Presently, DeWave has achieved over 40 percent accuracy in experiments, a notable improvement from previous standards in thought translation from EEG recordings. The goal is to enhance its accuracy to around 90 percent, matching the efficiency of conventional language translation or speech recognition software.

Traditional methods for translating brain signals into language involve invasive surgeries to implant electrodes or the use of bulky, expensive MRI machines. DeWave’s non-invasive approach, which doesn’t rely on eye-tracking, represents a significant advancement, albeit with the challenge of interpreting individual thoughts that vary in EEG wave representation.

DeWave’s encoder, after extensive training, transforms EEG waves into a code. This code is then matched to specific words in DeWave’s ‘codebook’. This system is the first to incorporate discrete encoding techniques in brain-to-text translation, integrating with large language models to open new frontiers in neuroscience and AI.

The team, including Lin, used trained language models like BERT and GPT, further training DeWave with an open-source large language model to create coherent sentences from the words identified.

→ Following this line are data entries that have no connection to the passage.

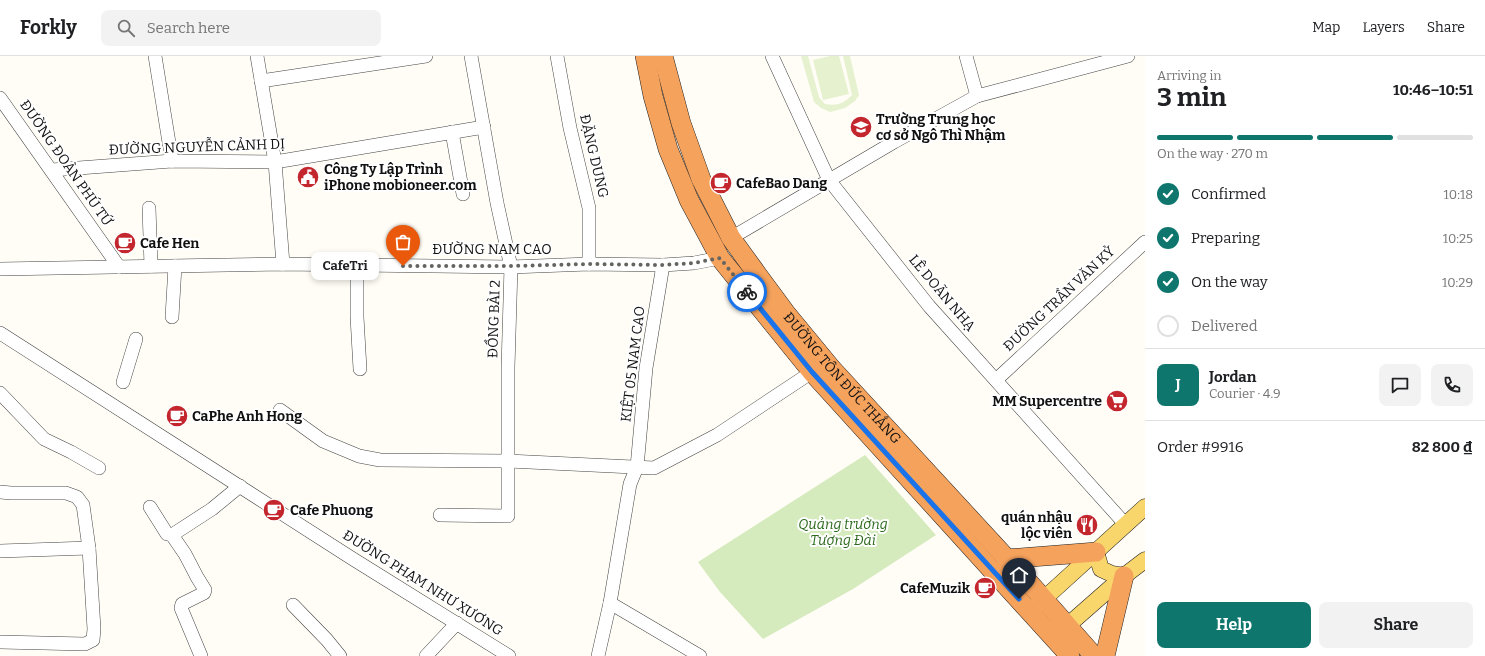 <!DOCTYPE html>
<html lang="en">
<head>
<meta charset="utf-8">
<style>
	:root { --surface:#fff; --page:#f2f2f2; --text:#202124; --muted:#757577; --line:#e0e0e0; --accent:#0f766e }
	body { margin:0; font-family:Bitter,serif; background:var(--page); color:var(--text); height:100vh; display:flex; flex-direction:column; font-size:15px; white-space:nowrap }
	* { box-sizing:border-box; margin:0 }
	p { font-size:13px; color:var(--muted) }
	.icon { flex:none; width:22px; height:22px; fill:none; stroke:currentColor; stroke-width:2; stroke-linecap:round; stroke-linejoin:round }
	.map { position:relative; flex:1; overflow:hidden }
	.sheet { display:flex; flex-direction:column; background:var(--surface); width:340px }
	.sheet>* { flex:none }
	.pin { position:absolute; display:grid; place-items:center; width:34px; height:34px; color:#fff; margin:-41px -17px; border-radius:50% 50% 50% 0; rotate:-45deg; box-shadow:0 0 4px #0007 }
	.pin .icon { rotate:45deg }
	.courier { position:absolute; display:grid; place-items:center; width:40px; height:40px; margin:-20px; border:3px solid #1a73e8; border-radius:50%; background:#fff; color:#222; box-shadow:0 1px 5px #0007 }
	.bubble { position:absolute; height:28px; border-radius:8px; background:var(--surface); box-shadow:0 2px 6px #0003; font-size:13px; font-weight:700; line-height:28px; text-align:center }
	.summary em { font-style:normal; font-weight:700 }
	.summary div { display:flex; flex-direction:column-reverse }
	.summary { display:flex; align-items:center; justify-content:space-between; height:68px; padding:0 12px }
	h1 { font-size:26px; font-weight:700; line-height:30px }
	.bar { display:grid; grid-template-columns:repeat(4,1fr); gap:6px 4px; align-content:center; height:48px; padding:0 12px }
	.bar i { height:5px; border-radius:3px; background:var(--line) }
	.bar .on { background:var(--accent) }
	.bar p { grid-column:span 4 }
	.line { display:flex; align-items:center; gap:10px; padding:0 12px; border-top:1px solid var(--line) }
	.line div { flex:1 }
	.round { display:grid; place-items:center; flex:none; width:42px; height:42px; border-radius:8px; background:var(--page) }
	ol { padding:0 12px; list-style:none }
	li { display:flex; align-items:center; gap:12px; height:44px }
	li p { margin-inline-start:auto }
	li .icon { padding:4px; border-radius:50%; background:var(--accent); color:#fff; stroke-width:4 }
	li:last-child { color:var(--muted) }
	li i { width:22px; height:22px; border:2px solid var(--line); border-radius:50% }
	.cta { display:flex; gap:8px; margin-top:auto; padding:8px 12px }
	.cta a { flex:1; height:46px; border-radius:8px; background:var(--accent); color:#fff; font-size:16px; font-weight:700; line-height:46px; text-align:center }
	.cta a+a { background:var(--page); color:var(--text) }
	header { display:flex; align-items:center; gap:24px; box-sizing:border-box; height:56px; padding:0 20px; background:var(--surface); border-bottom:1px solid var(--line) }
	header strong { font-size:19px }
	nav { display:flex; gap:22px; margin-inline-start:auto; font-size:14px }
	.search { width:280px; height:36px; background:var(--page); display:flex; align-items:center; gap:10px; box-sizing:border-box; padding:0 14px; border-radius:8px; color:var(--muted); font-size:15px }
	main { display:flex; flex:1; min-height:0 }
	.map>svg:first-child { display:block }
</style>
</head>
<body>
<header>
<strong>Forkly</strong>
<div class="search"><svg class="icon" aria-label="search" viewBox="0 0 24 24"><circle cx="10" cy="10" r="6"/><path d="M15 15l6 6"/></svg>Search here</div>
<nav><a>Map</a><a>Layers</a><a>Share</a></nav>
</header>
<main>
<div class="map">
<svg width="1145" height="600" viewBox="0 0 1145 600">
	<rect width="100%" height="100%" fill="#fffdf5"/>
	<polygon fill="#d5ebbd" points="865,399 936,479 853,533 763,583 720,536 698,506"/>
	<g fill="#e6f2cf">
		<path d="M 801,0 L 808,0 L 819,41 L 825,48 C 837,50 843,48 852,39 L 843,0 L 850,0 L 859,39 L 855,45 L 845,52 L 830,56 L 821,52 L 814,46 Z"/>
		<polygon points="830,0 839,0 849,38 823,44 813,4"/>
	</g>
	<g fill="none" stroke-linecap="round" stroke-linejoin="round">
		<g stroke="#444" stroke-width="14">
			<g id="minor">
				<polyline points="155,0 172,105"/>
				<polyline points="257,0 275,106 283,208"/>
				<polyline points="557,0 570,72 589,152 589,208"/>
				<polyline points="772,0 829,124 929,250 1126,469"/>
				<polyline points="966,0 977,40"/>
				<polyline points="261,25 426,0"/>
				<polyline points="0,42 119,211"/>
				<polyline points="452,76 463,138"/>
				<polyline points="52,114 172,105 275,106 484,71"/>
				<polyline points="149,152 151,210"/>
				<polyline points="731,182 894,86 977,40 1128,0"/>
				<polyline points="357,209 357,261 360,313"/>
				<polyline points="0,213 283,208 511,211 589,208 663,209 694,207 720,202"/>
				<polyline points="172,261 175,210"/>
				<polyline points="0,277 353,503 509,600"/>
				<polyline points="996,324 1145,186"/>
				<polyline points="123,326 136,283"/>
				<polyline points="0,337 44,383 71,396 99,412"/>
				<polyline points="280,354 323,385 359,400 380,404 508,405 654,412 717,379 812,316"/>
				<polyline points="0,436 11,437 66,437 77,441 83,449 89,492 94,573 93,584 85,588 0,586"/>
				<polyline points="150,451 167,478 172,479 185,498 197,521 205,534 204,537 182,548 181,552 201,600"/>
				<polyline points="440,459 508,460 508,311 511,211 497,147 471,0"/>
				<polyline points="172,479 212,453 240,430"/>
				<polyline points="0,495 89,492"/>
				<polyline points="610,547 700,600"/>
				<polyline points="293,549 327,584 340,600"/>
				<polyline points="426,600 457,567"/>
				<polyline points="598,600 610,547 630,428 637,411 646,312 663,209"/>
			</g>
		</g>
		<g stroke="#222" stroke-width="17">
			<g id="major">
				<polyline points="1096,496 1101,513 1112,518 1124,520"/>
				<polyline points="1035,551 1145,451"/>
				<polyline points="1058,578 1124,520 1145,504"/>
			</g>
		</g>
		<g stroke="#222" stroke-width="20">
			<g id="highway">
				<polyline points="645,0 653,40 668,93 689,144 720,202 812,316 1070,600"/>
				<path id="s1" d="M 663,0 L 681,67 L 701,123 L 731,182 L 757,218 L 785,256 L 832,313 L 1033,531 L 1094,600"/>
				<polyline points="1006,503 1096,496"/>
				<polyline points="1105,600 1124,520"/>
			</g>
		</g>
		<use href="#minor" stroke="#fff" stroke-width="13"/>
		<use href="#major" stroke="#f9d66b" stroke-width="16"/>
		<use href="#highway" stroke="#f5a25d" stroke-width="19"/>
	</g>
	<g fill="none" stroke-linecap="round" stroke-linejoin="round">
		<polyline stroke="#646461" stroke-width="4" stroke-dasharray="0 7.2" points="403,210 511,210 589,208 662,209 694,207 720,202 747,236"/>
		<polyline stroke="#1a73e8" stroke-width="5" points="747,236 812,316 1019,543"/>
	</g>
	<defs>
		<g id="school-disc" transform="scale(1.15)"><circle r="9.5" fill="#c4262e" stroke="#fff"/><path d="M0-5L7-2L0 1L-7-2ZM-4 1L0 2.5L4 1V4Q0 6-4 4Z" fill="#fff"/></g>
		<g id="civic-disc" transform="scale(1.15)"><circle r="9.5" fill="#c4262e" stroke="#fff"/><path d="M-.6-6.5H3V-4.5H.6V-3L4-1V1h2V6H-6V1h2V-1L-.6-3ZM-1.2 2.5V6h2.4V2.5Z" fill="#fff"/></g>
		<g id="cafe-disc" transform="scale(1.15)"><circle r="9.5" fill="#c4262e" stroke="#fff"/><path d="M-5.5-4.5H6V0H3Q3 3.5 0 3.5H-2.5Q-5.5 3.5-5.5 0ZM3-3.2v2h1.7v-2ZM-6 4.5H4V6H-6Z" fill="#fff"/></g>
		<g id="supermarket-disc" transform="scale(1.15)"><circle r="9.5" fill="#c4262e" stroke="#fff"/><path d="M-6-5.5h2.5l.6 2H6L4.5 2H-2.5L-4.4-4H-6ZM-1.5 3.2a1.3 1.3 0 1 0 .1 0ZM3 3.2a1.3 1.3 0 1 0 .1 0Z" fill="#fff"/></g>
		<g id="restaurant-disc" transform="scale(1.15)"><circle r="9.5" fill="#c4262e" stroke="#fff"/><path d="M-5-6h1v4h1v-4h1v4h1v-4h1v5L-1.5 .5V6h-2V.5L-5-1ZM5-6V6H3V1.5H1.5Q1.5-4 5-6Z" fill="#fff"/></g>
	</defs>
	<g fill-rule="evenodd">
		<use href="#school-disc" x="861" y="71"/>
		<use href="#civic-disc" x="308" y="121"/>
		<use href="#cafe-disc" x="721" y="127"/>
		<use href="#cafe-disc" x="125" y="187"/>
		<use href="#supermarket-disc" x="1117" y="345"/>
		<use href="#cafe-disc" x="177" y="360"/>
		<use href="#cafe-disc" x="274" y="454"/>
		<use href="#restaurant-disc" x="1087" y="469"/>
		<use href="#cafe-disc" x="985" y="532"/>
	</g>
	<g text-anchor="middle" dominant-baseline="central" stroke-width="4" stroke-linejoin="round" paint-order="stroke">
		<g font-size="14" font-weight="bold" fill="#111" stroke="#fff" text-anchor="start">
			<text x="876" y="63">Trường Trung học<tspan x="876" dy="16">cơ sở Ngô Thì Nhậm</tspan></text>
			<text x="324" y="113">Công Ty Lập Trình<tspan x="324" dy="16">iPhone mobioneer.com</tspan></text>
			<text x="736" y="127">CafeBao Dang</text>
			<text x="140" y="187">Cafe Hen</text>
			<text x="1102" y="345" text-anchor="end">MM Supercentre</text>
			<text x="192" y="360">CaPhe Anh Hong</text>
			<text x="290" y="454">Cafe Phuong</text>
			<text x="1072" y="461" text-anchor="end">quán nhậu<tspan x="1072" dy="16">lộc viên</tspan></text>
			<text x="970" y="532" text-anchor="end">CafeMuzik</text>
		</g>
		<g font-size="14" fill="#111" stroke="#fff">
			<text transform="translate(197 91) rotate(-2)">ĐƯỜNG NGUYỄN CẢNH DỊ</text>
			<text transform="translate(594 100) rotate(77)">ĐẶNG DUNG</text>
			<text transform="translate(66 107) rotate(55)">ĐƯỜNG ĐOÀN PHÚ TỨ</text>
			<text x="492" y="193">ĐƯỜNG NAM CAO</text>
			<text transform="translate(942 237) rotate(50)">LÊ DOÃN NHẠ</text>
			<text transform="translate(1059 243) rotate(-43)">ĐƯỜNG TRẦN VĂN KỶ</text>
			<text transform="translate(494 263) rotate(-88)">ĐỒNG BÀI 2</text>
			<text transform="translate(633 308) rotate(-83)">KIỆT 05 NAM CAO</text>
			<text stroke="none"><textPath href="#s1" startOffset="374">ĐƯỜNG TÔN ĐỨC THẮNG</textPath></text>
			<text transform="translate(423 527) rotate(32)">ĐƯỜNG PHẠM NHƯ XƯƠNG</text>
		</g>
		<g font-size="14" font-style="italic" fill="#2f6b1f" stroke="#fff">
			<text x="843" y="468">Quảng trường<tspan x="843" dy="16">Tượng Đài</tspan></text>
		</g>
	</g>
</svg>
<div class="pin" style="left:403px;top:210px;background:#ea580c"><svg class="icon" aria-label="bag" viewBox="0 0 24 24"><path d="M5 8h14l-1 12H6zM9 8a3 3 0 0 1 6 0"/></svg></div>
<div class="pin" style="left:1019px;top:543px;background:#1f2937"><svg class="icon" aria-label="home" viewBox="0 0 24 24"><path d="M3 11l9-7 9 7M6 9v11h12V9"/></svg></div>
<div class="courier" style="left:747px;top:236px"><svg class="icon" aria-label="bike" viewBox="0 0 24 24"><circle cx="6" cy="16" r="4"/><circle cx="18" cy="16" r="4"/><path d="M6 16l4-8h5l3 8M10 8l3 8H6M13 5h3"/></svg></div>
<div class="bubble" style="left:311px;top:196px;width:68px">CafeTri</div>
</div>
<section class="sheet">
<div class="summary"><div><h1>3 min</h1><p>Arriving in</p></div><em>10:46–10:51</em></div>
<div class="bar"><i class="on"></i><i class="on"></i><i class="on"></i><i></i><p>On the way · 270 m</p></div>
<ol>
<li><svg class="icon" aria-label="check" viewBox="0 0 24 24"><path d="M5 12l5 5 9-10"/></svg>Confirmed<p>10:18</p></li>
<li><svg class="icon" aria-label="check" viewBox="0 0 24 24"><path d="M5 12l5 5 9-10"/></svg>Preparing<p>10:25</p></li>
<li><svg class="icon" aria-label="check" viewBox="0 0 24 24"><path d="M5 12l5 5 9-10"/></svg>On the way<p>10:29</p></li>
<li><i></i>Delivered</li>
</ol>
<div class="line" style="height:72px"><b class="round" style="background:var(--accent);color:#fff">J</b><div><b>Jordan</b><p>Courier · 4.9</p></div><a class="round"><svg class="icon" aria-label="chat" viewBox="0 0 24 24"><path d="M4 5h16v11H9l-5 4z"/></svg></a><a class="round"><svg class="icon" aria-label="phone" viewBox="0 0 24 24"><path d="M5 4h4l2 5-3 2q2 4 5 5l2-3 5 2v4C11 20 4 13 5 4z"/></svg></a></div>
<div class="line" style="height:52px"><div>Order #9916</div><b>82 800 ₫</b></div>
<div class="cta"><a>Help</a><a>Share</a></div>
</section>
</main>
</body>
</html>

DeWave performs best in translating verbs, while nouns often result in pairs of semantically similar words. This is attributed to the brain’s processing of semantically similar words producing similar brain wave patterns. Despite challenges, the model yields meaningful results, aligning keywords and forming similar sentence structures.

The research, tested on a relatively large sample size, suggests higher reliability compared to earlier technologies tested on small samples. However, the team acknowledges that there’s more work to be done, especially since the EEG signals received through a cap can be noisy. The team emphasizes the importance of continued efforts in this challenging yet valuable endeavor.

This research was presented at the NeurIPS 2023 conference, with a preprint available on ArXiv.